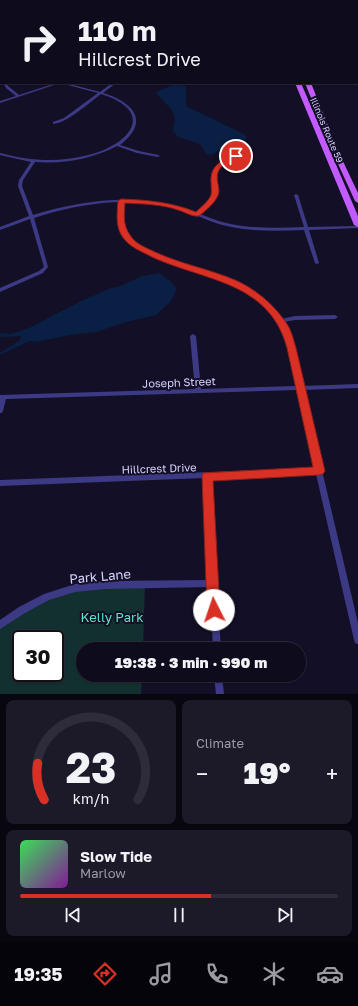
<!DOCTYPE html>
<html lang="en">
<head>
<meta charset="utf-8">
<style>
	:root { --surface:#0e0b1c; --page:#1c1929; --text:#f1f3f6; --muted:#9b9ba3; --line:#2e2b3b; --accent:#d93025 }
	body { margin:0; font-family:"Golos Text",sans-serif; background:var(--page); color:var(--text); height:100vh; display:flex; flex-direction:column; font-size:15px; white-space:nowrap }
	* { box-sizing:border-box; margin:0 }
	p { font-size:13px; color:var(--muted) }
	.icon { flex:none; width:22px; height:22px; fill:none; stroke:currentColor; stroke-width:2; stroke-linecap:round; stroke-linejoin:round }
	.map { position:relative; height:694px; overflow:hidden }
	.sheet { display:flex; flex-direction:column; gap:6px; padding:6px; background:#08060f; flex:1 }
	.sheet>* { flex:none }
	.guide { position:absolute; left:0px; top:0px; width:358px; height:84px; box-shadow:0 1px 3px #0004,0 0 0 1px var(--line); background:#0e0b1c; color:var(--text); overflow:hidden }
	.speed { position:absolute; left:12px; top:630px; display:flex; gap:8px; font-size:20px; font-weight:700; text-align:center }
	.speed>* { display:grid; place-content:center; width:52px; height:52px; border-radius:50%; background:var(--surface); box-shadow:0 1px 3px #0004,0 0 0 1px var(--line); line-height:1 }
	.speed .limit { border:2px solid #111; border-radius:6px; background:#fff; color:#111 }
	.pin { position:absolute; display:grid; place-items:center; width:34px; height:34px; color:#fff; margin:-17px; border:2px solid #fff; border-radius:50%; box-shadow:0 1px 4px #0007 }
	.me { position:absolute; width:44px; margin:-22px; rotate:356deg; stroke-linejoin:round; filter:drop-shadow(0 0 3px #0008) }
	.turn { display:flex; align-items:center; gap:14px; height:84px; padding:0 12px; font-size:18px }
	.turn .icon { width:52px; height:52px; stroke-width:2.5 }
	.turn b { display:block; font-size:28px; line-height:34px }
	.big { font-size:30px; font-weight:800; line-height:1.1 }
	.sheet .card { flex:1; display:flex; flex-direction:column; justify-content:center; gap:6px; min-width:0; padding:0 14px; border-radius:8px; background:var(--page) }
	.sheet .dial { align-items:center; gap:0 }
	.dial svg { height:104px; overflow:visible; fill:none; stroke:var(--line); stroke-width:7; stroke-linecap:round; text-anchor:middle }
	.dial text { fill:var(--text); stroke:none }
	.song { display:flex; align-items:center; gap:12px }
	.cover { width:48px; height:48px; border-radius:6px; background:linear-gradient(135deg,hsl(130 70% 55%),hsl(290 70% 35%)) }
	.played { height:4px; border-radius:2px; background:linear-gradient(90deg,var(--accent) 60%,var(--line) 60%) }
	.keys { display:flex; justify-content:space-around; direction:ltr }
	.heat { display:flex; justify-content:space-between; align-items:center; font-size:22px; direction:ltr }
	.sheet .tiles { flex:1; display:grid; gap:6px; grid-template-columns:1fr 1fr }
	.card:last-child { grid-column:span 2 }
	.trip { position:absolute; left:76px; top:642px; width:230px; height:40px; border-radius:20px; background:var(--surface); box-shadow:0 1px 3px #0004,0 0 0 1px var(--line); font-weight:800; line-height:40px; text-align:center }
	.menu { display:flex; height:64px; justify-content:space-around; align-items:center; background:#06040b; color:var(--muted) }
	.menu .icon { width:28px; height:28px }
	.menu .selected { color:var(--accent) }
	.menu b { font-size:18px; color:var(--text) }
	.map>svg:first-child { display:block }
	.green { fill:#12302f; fill-rule:evenodd }
	.water { fill:#0a1f44 }
	.lines { fill:none; stroke-linecap:round; stroke-linejoin:round }
	.minor { fill:#3d3a85; fill-rule:evenodd }
	.tertiary { fill:#3d3a85; fill-rule:evenodd }
	.primary { fill:#c25bff; fill-rule:evenodd }
	.route { fill:#d93025; stroke:#8d1f18 }
	.labels { text-anchor:middle; dominant-baseline:central; stroke-width:4; stroke-linejoin:round; paint-order:stroke }
	.far-street-label { font-size:9px; fill:#d9d4ff; stroke:#130f26 }
	.street-label { font-size:11px; fill:#d9d4ff; stroke:#130f26 }
	.near-street-label { font-size:13px; fill:#d9d4ff; stroke:#130f26 }
	.near-park-label { font-size:13px; fill:#5fe0c0; stroke:#130f26 }
</style>
</head>
<body>
<div class="map">
<svg width="358" height="694" viewBox="0 0 358 694">
	<rect width="100%" height="100%" fill="#130f26"/>
	<!-- green -->
	<path class="green" d="M145,584L143,649H83V675H142L141,694H0V625L22,610L75,588ZM21,639H55V673H21Z"/>
	<!-- water -->
	<path class="water" d="M175,84L186,86V106L244,134L247,137L242,143L228,144L213,154L207,155L200,144L178,137L173,131L175,117L171,109L156,93L158,91Z
		M159,273L170,281L177,289L171,301L156,315L126,322L96,332L70,335L36,342L30,341L0,355V353L19,341L21,336L0,337V333L11,334L29,328L81,301L111,288L118,287L142,276Z"/>
	<g class="lines">
		<!-- minor -->
		<path class="minor" d="M10,0H13L14,1H11Z
			M42,0H52L49,1Z
			M131,0H139L137,1Z
			M3,83H7L8,86L19,95L56,83H66L100,92L112,83H116L103,93C133,102 151,121 120,145L139,151L158,155L160,156L158,157L137,153L117,146C92,159 64,164 35,162L23,180L22,186L33,215C85,199 144,192 196,212C202,208 209,203 212,197C215,190 212,185 212,178C212,166 225,159 235,155L237,156L236,157C227,161 215,167 216,179C217,183 218,187 218,192C216,202 207,207 200,214C209,217 217,221 226,223C251,229 278,228 304,227L294,195L296,194L298,195L308,227L358,226V228L309,230L319,263L317,264L315,263L304,230C279,231 252,232 227,226C217,224 207,220 198,216H194V214L192,213C170,205 146,202 123,202C123,213 122,226 128,235C132,241 139,245 145,248C170,263 199,266 226,277C248,286 266,300 281,319L295,316L335,315L338,317L335,319L295,320L284,322L290,332L302,386L358,384V388L303,390L358,623V644L355,643L354,640L316,474L210,478L221,649H213L210,587L105,589L75,592L49,600L25,613L0,629V620L19,607L44,594L75,584L105,581L209,580L204,478L0,486V480L315,468L297,390L6,399L3,411L2,413H0V395L195,389L190,336L193,334L196,336L201,389L296,386L284,332L271,313L253,297L233,284L210,275L162,260L146,253L132,244L124,237L120,228L119,219V202C89,203 62,209 34,218L48,267L43,273L0,292V288L39,271L44,267L30,219L0,230V227L29,216L18,186L19,180L31,162L0,155V153C30,161 58,163 88,155C129,145 158,112 101,94C89,103 67,123 53,124V122L64,118L98,93L60,83L0,103V101L16,96L6,88Z
			M214,675H222L224,694H216Z"/>
		<!-- tertiary -->
		<path class="tertiary" d="M357,58H358V60H357Z
			M0,63H1V65H0Z"/>
		<!-- primary -->
		<path class="primary" d="M264,0H268V1H264Z
			M271,0H275L276,1H272Z
			M295,83H301L358,216V227L354,225Z
			M305,83H311L339,153L358,193V203L355,201L333,153Z"/>
	</g>
	<!-- route -->
	<path class="route" d="M233,154L239,156C233,161 223,163 219,170C215,177 219,185 219,192C217,202 206,210 199,216C192,217 185,212 178,210C161,204 142,204 125,203C124,216 123,225 130,235C135,244 147,248 155,252C181,264 209,269 235,280C254,288 273,304 284,320C291,328 293,338 296,348L325,471L323,474L319,475L213,481L220,610L218,614L214,616L209,614L207,610L202,476L203,473L313,467L287,348C269,281 204,281 152,257C143,252 131,248 124,239C115,228 117,214 118,201L121,199C147,200 171,202 196,212C201,207 208,202 211,195C212,191 211,186 211,182C210,166 221,161 233,154Z"/>
	<g class="labels">
		<!-- far-street labels -->
		<g class="far-street-label">
			<text transform="translate(327 130) rotate(67)">Illinois Route 59</text>
		</g>
		<!-- street labels -->
		<g class="street-label">
			<text transform="translate(179 382) rotate(-2)">Joseph Street</text>
			<text transform="translate(159 468) rotate(-2)">Hillcrest Drive</text>
		</g>
		<!-- near-street labels -->
		<g class="near-street-label">
			<text transform="translate(100 576) rotate(-5)">Park Lane</text>
		</g>
		<!-- near-park labels -->
		<g class="near-park-label">
			<text x="112" y="617">Kelly Park</text>
		</g>
	</g>
</svg>
<div class="speed"><div class="limit">30</div></div>
<div class="pin" style="left:236px;top:156px;background:#d93025"><svg class="icon" aria-label="arrive" viewBox="0 0 24 24"><path d="M6 21V4h12l-3 4 3 4H6"/></svg></div>
<svg class="me" style="left:214px;top:610px" viewBox="-20 -20 40 40"><circle r="19" fill="#fff"/><path d="M0-13L10 11 0 6-10 11z" fill="#d93025"/></svg>
<div class="trip">19:38 · 3 min · 990 m</div>
<div class="guide">
<div class="turn"><svg class="icon" aria-label="right" viewBox="0 0 24 24"><path d="M7 20v-9h11M14 6l5 5-5 5"/></svg><div><b>110 m</b>Hillcrest Drive</div></div>
</div>
</div>
<section class="sheet">
<div class="tiles">
<div class="card dial"><svg viewBox="0 0 100 80">
<path d="M14 69A42 42 0 1 1 86 69"/>
<path d="M14 69A42 42 0 0 1 9 41" stroke="#d93025"/>
<text x="50" y="56" font-size="32" font-weight="700">23</text>
<text x="50" y="72" font-size="11">km/h</text>
</svg></div>
<div class="card"><p>Climate</p>
<div class="heat"><a>−</a><b class="big">19°</b><a>+</a></div>
</div>
<div class="card">
<div class="song"><i class="cover"></i><div><b>Slow Tide</b><p>Marlow</p></div></div>
<div class="played"></div>
<div class="keys"><svg class="icon" aria-label="previous" viewBox="0 0 24 24"><path d="M18 5L8 12l10 7zM5 5v14"/></svg><svg class="icon" aria-label="pause" viewBox="0 0 24 24"><path d="M8 5v14M16 5v14"/></svg><svg class="icon" aria-label="next" viewBox="0 0 24 24"><path d="M6 5l10 7-10 7zM19 5v14"/></svg></div>
</div>
</div>
</section>
<nav class="menu">
<b>19:35</b>
<svg class="icon selected" aria-label="directions" viewBox="0 0 24 24"><path d="M12 3l9 9-9 9-9-9zM9 14v-3h6M13 9l2 2-2 2"/></svg>
<svg class="icon" aria-label="music" viewBox="0 0 24 24"><path d="M9 18V5l10-2v13"/><circle cx="6" cy="18" r="3"/><circle cx="16" cy="16" r="3"/></svg>
<svg class="icon" aria-label="phone" viewBox="0 0 24 24"><path d="M5 4h4l2 5-3 2q2 4 5 5l2-3 5 2v4C11 20 4 13 5 4z"/></svg>
<svg class="icon" aria-label="climate" viewBox="0 0 24 24"><path d="M12 3v18M4 7l16 10M4 17L20 7"/></svg>
<svg class="icon" aria-label="car" viewBox="0 0 24 24"><path d="M5 17H2v-5l4-1 3-4h7l3 4 3 1v5h-3M9 17h6M6 11h13"/><circle cx="7" cy="17" r="2"/><circle cx="17" cy="17" r="2"/></svg>
</nav>
</body>
</html>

### TASK OBJECTIVE
Retype the entries above exactly, but only from the line containing "<!-- near-street labels -->" through the line containing "3v18M4 7l16 10M4", both included.

### TASK SOLUTION
		<!-- near-street labels -->
		<g class="near-street-label">
			<text transform="translate(100 576) rotate(-5)">Park Lane</text>
		</g>
		<!-- near-park labels -->
		<g class="near-park-label">
			<text x="112" y="617">Kelly Park</text>
		</g>
	</g>
</svg>
<div class="speed"><div class="limit">30</div></div>
<div class="pin" style="left:236px;top:156px;background:#d93025"><svg class="icon" aria-label="arrive" viewBox="0 0 24 24"><path d="M6 21V4h12l-3 4 3 4H6"/></svg></div>
<svg class="me" style="left:214px;top:610px" viewBox="-20 -20 40 40"><circle r="19" fill="#fff"/><path d="M0-13L10 11 0 6-10 11z" fill="#d93025"/></svg>
<div class="trip">19:38 · 3 min · 990 m</div>
<div class="guide">
<div class="turn"><svg class="icon" aria-label="right" viewBox="0 0 24 24"><path d="M7 20v-9h11M14 6l5 5-5 5"/></svg><div><b>110 m</b>Hillcrest Drive</div></div>
</div>
</div>
<section class="sheet">
<div class="tiles">
<div class="card dial"><svg viewBox="0 0 100 80">
<path d="M14 69A42 42 0 1 1 86 69"/>
<path d="M14 69A42 42 0 0 1 9 41" stroke="#d93025"/>
<text x="50" y="56" font-size="32" font-weight="700">23</text>
<text x="50" y="72" font-size="11">km/h</text>
</svg></div>
<div class="card"><p>Climate</p>
<div class="heat"><a>−</a><b class="big">19°</b><a>+</a></div>
</div>
<div class="card">
<div class="song"><i class="cover"></i><div><b>Slow Tide</b><p>Marlow</p></div></div>
<div class="played"></div>
<div class="keys"><svg class="icon" aria-label="previous" viewBox="0 0 24 24"><path d="M18 5L8 12l10 7zM5 5v14"/></svg><svg class="icon" aria-label="pause" viewBox="0 0 24 24"><path d="M8 5v14M16 5v14"/></svg><svg class="icon" aria-label="next" viewBox="0 0 24 24"><path d="M6 5l10 7-10 7zM19 5v14"/></svg></div>
</div>
</div>
</section>
<nav class="menu">
<b>19:35</b>
<svg class="icon selected" aria-label="directions" viewBox="0 0 24 24"><path d="M12 3l9 9-9 9-9-9zM9 14v-3h6M13 9l2 2-2 2"/></svg>
<svg class="icon" aria-label="music" viewBox="0 0 24 24"><path d="M9 18V5l10-2v13"/><circle cx="6" cy="18" r="3"/><circle cx="16" cy="16" r="3"/></svg>
<svg class="icon" aria-label="phone" viewBox="0 0 24 24"><path d="M5 4h4l2 5-3 2q2 4 5 5l2-3 5 2v4C11 20 4 13 5 4z"/></svg>
<svg class="icon" aria-label="climate" viewBox="0 0 24 24"><path d="M12 3v18M4 7l16 10M4 17L20 7"/></svg>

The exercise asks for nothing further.